We were nicely dosed up with caffeine as we took a walk through the factory. To our right were various offices and a soft goods/bike componentry warehouse. To our left was manufacturing, and upon walking that direction I was confronted by stacks beyond stacks of F4:13 carbon fiber frames on racks awaiting paint. Given the epic response we’ve seen so far in the US to the F4:13 -- and given our struggle in filling our customers’ orders for these frames due to demand overwhelming supply -- part of me wished I was wearing a trenchcoat the size of a UPS truck. But based on what I saw, it was clear that Pinarello was confronting the problem head-on: All production, it seemed, was devoted to the F4:13. In the room where the rear carbon stays are bonded to the main triangle of all frames, the only frames I saw were F4:13′s. In the area where pre-paint finish work is done, three workers were buffing the daylights out of nothing but F4:13′s, and behind them were piles more. In the paint booth and in the bike assembly area, with only isolated exceptions I saw nothing but F4:13′s. Clearly, the intense demand was a global phenomenon.
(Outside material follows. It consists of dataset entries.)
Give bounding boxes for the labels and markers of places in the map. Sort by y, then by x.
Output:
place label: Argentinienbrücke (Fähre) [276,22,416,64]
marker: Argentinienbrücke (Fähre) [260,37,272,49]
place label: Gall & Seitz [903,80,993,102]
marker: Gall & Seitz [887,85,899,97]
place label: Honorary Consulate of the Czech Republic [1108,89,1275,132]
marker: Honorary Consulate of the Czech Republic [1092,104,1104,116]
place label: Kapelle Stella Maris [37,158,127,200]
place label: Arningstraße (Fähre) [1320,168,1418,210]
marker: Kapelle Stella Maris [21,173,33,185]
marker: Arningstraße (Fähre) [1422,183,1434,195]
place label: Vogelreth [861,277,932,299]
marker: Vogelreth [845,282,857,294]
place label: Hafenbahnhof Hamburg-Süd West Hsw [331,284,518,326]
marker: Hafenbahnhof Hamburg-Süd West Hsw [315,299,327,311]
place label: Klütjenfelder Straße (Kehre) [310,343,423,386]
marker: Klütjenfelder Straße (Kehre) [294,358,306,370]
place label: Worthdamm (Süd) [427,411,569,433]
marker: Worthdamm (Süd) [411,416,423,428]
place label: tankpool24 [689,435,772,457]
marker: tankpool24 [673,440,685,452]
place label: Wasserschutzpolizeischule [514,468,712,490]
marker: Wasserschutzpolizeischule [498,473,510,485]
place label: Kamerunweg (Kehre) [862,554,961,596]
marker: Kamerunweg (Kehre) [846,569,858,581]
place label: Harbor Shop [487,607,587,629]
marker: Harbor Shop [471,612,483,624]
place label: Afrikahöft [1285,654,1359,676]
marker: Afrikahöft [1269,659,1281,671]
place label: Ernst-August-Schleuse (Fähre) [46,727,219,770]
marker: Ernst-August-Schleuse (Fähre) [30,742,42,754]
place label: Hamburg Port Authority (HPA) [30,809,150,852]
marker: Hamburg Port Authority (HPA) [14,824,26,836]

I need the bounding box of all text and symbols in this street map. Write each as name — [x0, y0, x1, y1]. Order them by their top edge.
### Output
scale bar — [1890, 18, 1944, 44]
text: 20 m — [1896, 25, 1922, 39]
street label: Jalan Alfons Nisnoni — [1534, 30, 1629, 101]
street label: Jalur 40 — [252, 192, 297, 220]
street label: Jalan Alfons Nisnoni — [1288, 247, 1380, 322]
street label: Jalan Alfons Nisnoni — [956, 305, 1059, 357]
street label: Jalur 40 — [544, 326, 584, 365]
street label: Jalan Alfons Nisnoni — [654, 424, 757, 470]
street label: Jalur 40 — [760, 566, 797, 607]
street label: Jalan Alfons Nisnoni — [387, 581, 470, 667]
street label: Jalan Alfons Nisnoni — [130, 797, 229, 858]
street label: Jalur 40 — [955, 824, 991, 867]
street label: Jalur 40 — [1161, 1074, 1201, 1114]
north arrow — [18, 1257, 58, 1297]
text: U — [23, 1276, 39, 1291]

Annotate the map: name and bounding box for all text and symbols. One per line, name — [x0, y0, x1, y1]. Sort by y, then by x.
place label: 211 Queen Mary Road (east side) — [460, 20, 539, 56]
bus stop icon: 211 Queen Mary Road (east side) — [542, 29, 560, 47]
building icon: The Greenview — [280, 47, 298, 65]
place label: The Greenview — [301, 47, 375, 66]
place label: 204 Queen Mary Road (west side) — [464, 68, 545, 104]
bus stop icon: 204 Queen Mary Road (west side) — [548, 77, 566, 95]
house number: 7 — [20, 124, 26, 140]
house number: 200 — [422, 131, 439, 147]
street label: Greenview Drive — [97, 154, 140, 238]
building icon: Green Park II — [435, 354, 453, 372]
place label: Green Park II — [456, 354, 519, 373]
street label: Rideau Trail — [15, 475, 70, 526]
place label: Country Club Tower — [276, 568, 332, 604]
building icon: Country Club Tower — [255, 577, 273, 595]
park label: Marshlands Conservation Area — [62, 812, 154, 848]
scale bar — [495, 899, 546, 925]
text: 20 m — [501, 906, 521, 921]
As interesting as the spectacle of the F4:13 was, the fact of the matter is that we’ve already had a good number of them pass through Competitive Cyclist. I was less keen on studying what I already knew, and rather I began scanning the floor and frame racks for signs of the future. I circled back around to the bike assembly area when I caught a glimpse of an unusual orange frameset being built up. The bike assembly area took up quite a decent piece of real estate -- something that surprised me since the US importer, Gita Sporting Goods, brings in Pinarellos as framesets only, not as complete bikes. What I learned was that the US market is the only market to which Pinarello doesn’t ship out complete bikes. All other countries, apparently, bring in full (and fully assembled) bikes.
I approached the luminous orange frameset with some caution. To see it closely I had to cross the line from a central area where frames and boxes were stacked to a place where people were actually working. Our mechanics at home don’t like spectators breathing down their neck, and I’ve always assumed this is a universal trait amongst the breed. Nevertheless, the frame was clearly a new model and I felt an unrelenting professional compunction to see it. If the mechanic was to curse me out, I decided, it was sure to be less biting since I wouldn’t understand him anyway.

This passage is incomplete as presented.